**Task instructions:**
Look at each line of the listing. Copy those that hold the string "middle".
..............................
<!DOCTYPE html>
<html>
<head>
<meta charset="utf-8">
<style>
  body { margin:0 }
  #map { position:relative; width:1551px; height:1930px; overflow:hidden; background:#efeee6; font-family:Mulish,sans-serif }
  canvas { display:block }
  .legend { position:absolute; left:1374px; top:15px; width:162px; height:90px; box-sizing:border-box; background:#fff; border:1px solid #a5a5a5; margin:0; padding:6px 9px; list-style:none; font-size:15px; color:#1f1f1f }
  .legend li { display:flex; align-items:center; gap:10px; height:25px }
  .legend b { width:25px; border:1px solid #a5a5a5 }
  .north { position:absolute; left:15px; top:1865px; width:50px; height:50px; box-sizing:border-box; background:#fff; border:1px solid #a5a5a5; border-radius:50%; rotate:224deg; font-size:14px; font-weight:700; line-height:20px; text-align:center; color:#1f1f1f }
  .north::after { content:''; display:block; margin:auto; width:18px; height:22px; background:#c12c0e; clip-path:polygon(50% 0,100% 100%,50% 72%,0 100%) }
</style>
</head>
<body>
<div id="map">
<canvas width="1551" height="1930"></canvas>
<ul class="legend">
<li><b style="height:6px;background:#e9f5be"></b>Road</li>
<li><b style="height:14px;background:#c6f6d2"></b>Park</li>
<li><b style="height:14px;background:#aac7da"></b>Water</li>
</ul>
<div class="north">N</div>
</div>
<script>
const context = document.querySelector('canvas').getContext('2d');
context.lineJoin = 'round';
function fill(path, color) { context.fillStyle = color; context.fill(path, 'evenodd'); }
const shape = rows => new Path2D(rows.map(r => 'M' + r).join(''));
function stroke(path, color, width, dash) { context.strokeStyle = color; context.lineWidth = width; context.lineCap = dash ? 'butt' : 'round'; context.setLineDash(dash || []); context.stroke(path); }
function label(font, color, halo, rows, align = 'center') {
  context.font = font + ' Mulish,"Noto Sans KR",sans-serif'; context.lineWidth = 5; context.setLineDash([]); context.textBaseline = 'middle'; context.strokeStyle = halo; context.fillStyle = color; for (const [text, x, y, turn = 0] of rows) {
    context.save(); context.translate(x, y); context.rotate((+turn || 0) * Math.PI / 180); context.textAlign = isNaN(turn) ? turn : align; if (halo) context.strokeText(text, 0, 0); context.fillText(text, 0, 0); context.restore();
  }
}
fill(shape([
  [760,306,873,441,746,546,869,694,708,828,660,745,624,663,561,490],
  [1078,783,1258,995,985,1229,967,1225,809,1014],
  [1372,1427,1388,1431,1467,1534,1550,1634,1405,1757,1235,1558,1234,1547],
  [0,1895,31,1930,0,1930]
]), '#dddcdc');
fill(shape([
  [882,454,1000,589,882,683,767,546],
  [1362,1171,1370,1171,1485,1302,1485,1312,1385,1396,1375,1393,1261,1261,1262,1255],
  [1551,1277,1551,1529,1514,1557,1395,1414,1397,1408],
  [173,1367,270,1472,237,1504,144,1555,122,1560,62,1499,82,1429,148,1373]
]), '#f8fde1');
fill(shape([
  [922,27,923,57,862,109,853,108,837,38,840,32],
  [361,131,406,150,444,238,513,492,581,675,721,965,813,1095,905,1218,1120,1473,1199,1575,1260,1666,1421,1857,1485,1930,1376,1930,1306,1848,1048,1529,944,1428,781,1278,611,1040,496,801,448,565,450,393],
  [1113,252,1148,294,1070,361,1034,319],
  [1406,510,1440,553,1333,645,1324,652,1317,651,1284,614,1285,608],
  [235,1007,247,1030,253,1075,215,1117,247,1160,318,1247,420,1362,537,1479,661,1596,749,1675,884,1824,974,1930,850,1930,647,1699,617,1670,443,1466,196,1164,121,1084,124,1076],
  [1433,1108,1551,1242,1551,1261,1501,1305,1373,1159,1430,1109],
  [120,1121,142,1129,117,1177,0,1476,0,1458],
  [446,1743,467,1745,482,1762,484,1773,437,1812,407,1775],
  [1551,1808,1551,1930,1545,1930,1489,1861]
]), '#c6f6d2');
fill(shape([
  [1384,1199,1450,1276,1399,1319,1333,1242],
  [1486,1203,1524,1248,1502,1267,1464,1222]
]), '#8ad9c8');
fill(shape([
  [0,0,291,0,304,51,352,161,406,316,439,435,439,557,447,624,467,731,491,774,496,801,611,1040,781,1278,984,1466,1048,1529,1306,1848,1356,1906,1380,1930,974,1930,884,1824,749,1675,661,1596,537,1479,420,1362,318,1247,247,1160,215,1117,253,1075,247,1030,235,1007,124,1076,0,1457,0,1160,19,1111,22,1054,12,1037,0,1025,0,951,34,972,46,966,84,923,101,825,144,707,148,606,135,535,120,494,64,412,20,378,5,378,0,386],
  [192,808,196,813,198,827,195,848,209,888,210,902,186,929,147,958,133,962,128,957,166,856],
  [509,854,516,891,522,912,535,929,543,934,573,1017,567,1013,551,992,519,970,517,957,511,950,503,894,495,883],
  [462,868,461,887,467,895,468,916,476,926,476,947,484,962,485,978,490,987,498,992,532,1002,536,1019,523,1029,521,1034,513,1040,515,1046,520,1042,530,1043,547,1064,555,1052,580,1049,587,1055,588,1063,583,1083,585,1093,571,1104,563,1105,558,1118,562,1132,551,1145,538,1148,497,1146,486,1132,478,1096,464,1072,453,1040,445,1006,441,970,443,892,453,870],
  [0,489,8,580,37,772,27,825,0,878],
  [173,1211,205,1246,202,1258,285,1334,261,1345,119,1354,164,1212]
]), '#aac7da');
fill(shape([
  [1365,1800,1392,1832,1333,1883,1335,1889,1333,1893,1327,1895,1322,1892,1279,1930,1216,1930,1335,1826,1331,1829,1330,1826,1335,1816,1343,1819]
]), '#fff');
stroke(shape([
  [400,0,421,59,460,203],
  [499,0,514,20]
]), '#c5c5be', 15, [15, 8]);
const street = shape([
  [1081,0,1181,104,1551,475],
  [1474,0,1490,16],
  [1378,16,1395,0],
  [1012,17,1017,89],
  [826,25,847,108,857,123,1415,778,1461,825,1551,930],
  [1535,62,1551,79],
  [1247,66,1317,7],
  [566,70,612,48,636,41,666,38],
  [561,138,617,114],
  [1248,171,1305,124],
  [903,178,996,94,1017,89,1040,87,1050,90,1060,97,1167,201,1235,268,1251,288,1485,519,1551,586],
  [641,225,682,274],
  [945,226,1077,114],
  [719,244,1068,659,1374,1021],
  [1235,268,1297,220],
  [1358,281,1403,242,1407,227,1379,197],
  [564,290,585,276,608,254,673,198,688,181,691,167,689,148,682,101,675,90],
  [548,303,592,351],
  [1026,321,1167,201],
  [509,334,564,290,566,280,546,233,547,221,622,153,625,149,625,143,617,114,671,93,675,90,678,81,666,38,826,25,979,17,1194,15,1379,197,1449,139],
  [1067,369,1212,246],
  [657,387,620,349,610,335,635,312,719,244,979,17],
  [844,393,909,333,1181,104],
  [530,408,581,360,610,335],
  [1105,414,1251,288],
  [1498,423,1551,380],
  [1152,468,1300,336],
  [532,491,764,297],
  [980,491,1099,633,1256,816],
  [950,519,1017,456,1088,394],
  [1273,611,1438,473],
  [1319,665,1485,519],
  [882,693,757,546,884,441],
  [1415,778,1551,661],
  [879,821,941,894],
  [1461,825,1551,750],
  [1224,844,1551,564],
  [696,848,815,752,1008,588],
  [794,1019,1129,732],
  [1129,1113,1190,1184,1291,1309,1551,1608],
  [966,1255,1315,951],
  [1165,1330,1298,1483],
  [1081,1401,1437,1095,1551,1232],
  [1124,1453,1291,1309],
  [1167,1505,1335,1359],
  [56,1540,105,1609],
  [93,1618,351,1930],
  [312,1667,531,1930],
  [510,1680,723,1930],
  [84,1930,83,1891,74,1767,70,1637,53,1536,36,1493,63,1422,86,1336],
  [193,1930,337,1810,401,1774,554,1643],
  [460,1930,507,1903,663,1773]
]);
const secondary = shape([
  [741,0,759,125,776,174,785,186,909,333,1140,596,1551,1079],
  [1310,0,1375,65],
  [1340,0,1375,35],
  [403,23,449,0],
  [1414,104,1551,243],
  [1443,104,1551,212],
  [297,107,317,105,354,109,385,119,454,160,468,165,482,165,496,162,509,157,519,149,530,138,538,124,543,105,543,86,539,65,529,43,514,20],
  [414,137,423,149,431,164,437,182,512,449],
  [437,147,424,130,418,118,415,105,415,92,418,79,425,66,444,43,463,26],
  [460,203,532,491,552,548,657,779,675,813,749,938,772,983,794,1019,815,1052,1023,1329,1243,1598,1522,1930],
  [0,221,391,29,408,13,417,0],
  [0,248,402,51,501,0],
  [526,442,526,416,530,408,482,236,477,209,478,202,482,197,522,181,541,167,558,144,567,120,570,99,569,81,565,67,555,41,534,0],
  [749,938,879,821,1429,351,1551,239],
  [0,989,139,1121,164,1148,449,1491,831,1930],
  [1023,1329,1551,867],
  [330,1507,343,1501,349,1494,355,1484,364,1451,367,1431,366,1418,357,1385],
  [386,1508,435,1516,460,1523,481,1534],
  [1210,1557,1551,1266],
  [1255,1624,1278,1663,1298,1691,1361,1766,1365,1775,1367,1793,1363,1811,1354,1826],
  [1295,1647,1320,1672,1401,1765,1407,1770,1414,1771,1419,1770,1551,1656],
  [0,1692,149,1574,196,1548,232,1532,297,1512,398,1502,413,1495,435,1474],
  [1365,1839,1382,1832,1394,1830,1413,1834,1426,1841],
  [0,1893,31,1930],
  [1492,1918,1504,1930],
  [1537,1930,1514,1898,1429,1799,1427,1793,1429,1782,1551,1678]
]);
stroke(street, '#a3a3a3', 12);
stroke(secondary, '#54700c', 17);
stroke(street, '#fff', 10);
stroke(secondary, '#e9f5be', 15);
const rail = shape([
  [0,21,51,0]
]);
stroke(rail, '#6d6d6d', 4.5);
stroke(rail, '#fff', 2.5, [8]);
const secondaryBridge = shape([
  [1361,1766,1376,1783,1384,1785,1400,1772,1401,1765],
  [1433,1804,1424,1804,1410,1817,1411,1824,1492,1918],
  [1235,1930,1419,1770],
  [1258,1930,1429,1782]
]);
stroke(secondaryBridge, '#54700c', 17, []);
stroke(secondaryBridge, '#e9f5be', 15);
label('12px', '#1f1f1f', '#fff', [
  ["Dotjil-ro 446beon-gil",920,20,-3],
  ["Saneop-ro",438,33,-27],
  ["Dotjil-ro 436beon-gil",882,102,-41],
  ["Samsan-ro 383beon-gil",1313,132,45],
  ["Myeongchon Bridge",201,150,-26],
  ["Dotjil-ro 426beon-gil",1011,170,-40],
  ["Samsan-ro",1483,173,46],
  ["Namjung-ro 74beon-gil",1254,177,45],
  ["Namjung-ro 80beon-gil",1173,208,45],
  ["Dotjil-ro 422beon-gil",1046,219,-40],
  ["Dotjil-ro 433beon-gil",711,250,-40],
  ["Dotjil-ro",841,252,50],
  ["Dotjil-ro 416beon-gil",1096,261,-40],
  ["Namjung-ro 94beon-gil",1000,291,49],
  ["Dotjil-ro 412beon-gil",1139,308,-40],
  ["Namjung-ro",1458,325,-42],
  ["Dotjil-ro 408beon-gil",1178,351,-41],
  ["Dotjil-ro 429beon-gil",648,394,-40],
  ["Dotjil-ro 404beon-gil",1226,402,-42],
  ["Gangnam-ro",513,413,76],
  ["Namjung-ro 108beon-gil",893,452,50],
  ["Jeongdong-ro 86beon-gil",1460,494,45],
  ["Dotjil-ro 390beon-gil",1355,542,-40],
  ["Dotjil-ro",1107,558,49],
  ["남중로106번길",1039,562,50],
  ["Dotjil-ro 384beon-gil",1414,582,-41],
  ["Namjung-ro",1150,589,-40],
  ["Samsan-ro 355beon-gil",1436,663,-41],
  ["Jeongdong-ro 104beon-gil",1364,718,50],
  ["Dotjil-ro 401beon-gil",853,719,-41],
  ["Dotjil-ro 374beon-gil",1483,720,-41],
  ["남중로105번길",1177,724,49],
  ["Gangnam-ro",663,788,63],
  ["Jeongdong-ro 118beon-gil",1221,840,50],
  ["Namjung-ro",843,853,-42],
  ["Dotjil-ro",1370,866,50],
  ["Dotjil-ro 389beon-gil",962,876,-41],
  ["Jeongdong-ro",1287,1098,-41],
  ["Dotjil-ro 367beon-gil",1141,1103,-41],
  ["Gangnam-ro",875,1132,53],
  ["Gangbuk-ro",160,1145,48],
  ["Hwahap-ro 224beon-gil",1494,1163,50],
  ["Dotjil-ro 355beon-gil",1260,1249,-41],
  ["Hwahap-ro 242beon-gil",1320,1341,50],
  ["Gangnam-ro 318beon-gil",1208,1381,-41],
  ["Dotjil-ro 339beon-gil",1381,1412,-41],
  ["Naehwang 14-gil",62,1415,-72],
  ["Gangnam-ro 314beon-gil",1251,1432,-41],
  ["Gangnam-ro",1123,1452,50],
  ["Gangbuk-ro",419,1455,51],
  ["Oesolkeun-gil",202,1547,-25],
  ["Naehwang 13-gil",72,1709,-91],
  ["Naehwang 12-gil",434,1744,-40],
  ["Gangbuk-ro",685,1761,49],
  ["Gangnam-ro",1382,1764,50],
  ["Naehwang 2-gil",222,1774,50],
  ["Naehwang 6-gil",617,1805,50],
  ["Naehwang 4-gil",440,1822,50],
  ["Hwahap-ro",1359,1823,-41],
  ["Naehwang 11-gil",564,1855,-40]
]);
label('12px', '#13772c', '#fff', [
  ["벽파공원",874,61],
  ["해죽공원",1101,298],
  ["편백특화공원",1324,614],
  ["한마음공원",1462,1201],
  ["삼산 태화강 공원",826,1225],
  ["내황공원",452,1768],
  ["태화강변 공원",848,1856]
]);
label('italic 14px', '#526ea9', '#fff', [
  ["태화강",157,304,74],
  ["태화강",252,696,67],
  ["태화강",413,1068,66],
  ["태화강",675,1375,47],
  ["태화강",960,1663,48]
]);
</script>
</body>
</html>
..............................
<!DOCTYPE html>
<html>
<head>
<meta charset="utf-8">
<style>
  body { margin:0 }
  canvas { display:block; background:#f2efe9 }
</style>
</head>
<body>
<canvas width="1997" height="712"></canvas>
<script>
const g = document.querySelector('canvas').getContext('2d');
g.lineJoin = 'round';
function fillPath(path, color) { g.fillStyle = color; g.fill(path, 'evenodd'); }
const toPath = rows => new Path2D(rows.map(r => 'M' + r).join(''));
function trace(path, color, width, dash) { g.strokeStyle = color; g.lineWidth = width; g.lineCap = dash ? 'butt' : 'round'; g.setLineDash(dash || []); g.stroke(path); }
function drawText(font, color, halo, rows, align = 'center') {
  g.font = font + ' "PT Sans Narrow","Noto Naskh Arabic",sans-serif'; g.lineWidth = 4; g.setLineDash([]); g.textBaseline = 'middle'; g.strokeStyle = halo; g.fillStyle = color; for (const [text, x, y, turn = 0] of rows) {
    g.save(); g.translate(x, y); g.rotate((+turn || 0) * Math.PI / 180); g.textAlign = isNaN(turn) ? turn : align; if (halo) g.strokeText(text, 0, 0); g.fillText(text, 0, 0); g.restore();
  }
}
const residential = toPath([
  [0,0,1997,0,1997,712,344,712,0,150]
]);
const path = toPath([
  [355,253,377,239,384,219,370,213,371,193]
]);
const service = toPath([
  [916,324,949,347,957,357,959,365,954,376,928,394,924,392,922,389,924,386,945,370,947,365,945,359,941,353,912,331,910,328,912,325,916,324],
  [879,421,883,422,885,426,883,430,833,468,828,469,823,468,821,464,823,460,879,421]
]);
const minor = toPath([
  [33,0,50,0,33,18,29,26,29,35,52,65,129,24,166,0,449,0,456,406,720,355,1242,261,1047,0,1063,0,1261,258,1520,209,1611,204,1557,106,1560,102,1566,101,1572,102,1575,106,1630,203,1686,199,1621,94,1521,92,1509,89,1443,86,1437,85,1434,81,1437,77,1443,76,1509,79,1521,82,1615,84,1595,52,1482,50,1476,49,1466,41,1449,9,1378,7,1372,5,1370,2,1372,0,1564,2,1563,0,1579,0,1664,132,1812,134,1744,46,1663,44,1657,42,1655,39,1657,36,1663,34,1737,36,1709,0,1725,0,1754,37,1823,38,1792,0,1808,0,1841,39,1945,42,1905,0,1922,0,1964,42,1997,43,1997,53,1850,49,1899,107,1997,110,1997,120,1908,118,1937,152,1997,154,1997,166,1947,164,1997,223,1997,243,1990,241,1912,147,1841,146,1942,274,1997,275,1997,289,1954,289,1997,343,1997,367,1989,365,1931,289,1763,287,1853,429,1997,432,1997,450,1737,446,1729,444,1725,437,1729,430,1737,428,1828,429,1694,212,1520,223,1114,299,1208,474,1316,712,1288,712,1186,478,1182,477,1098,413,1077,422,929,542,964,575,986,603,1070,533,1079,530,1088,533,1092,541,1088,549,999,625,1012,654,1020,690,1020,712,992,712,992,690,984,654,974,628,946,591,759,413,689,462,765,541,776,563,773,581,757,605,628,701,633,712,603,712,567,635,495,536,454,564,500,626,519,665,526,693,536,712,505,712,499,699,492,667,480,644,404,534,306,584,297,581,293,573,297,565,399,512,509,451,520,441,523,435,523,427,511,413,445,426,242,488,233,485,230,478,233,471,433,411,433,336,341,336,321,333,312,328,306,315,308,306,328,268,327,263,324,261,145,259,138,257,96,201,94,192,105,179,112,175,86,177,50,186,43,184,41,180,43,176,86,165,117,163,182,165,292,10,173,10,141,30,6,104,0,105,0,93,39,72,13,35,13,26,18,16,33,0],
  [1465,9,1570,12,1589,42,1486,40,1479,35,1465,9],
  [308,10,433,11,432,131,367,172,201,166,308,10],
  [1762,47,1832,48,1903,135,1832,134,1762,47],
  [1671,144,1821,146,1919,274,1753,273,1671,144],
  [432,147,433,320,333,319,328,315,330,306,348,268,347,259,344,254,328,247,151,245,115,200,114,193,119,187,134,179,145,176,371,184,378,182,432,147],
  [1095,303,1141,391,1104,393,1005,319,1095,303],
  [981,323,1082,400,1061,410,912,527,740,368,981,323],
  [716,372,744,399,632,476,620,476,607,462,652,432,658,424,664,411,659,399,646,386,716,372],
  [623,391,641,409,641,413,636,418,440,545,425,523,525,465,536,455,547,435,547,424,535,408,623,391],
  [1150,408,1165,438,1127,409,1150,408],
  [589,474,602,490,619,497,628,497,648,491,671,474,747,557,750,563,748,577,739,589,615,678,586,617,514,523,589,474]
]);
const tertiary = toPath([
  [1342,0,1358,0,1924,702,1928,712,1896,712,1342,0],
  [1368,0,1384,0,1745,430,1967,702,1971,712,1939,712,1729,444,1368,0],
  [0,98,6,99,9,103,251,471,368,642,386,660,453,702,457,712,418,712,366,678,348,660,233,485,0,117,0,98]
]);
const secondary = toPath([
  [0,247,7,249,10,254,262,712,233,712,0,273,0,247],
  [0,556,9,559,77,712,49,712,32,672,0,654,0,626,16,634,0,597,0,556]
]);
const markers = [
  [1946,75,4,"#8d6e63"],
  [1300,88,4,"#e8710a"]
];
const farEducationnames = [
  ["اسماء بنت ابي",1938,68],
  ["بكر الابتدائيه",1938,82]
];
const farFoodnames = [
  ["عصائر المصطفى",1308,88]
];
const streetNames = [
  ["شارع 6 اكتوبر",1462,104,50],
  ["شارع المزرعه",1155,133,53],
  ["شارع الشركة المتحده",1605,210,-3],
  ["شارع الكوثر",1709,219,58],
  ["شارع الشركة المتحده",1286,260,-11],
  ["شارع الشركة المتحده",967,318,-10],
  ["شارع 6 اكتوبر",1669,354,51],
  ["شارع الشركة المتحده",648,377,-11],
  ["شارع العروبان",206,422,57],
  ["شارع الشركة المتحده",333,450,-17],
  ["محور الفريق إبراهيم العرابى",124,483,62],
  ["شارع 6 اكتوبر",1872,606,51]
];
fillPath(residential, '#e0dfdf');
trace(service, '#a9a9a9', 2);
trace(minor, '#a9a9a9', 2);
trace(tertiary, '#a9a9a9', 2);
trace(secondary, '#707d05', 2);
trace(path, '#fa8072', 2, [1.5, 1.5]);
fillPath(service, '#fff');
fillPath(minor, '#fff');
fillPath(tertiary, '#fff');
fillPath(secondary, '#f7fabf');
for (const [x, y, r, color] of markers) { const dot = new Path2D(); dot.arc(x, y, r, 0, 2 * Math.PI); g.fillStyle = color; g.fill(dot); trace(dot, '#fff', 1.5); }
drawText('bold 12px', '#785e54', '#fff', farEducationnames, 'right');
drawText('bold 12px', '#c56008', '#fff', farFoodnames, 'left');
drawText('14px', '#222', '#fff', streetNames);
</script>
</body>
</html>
..............................
**Reply to the exercise:**
  context.font = font + ' Mulish,"Noto Sans KR",sans-serif'; context.lineWidth = 5; context.setLineDash([]); context.textBaseline = 'middle'; context.strokeStyle = halo; context.fillStyle = color; for (const [text, x, y, turn = 0] of rows) {
  g.font = font + ' "PT Sans Narrow","Noto Naskh Arabic",sans-serif'; g.lineWidth = 4; g.setLineDash([]); g.textBaseline = 'middle'; g.strokeStyle = halo; g.fillStyle = color; for (const [text, x, y, turn = 0] of rows) {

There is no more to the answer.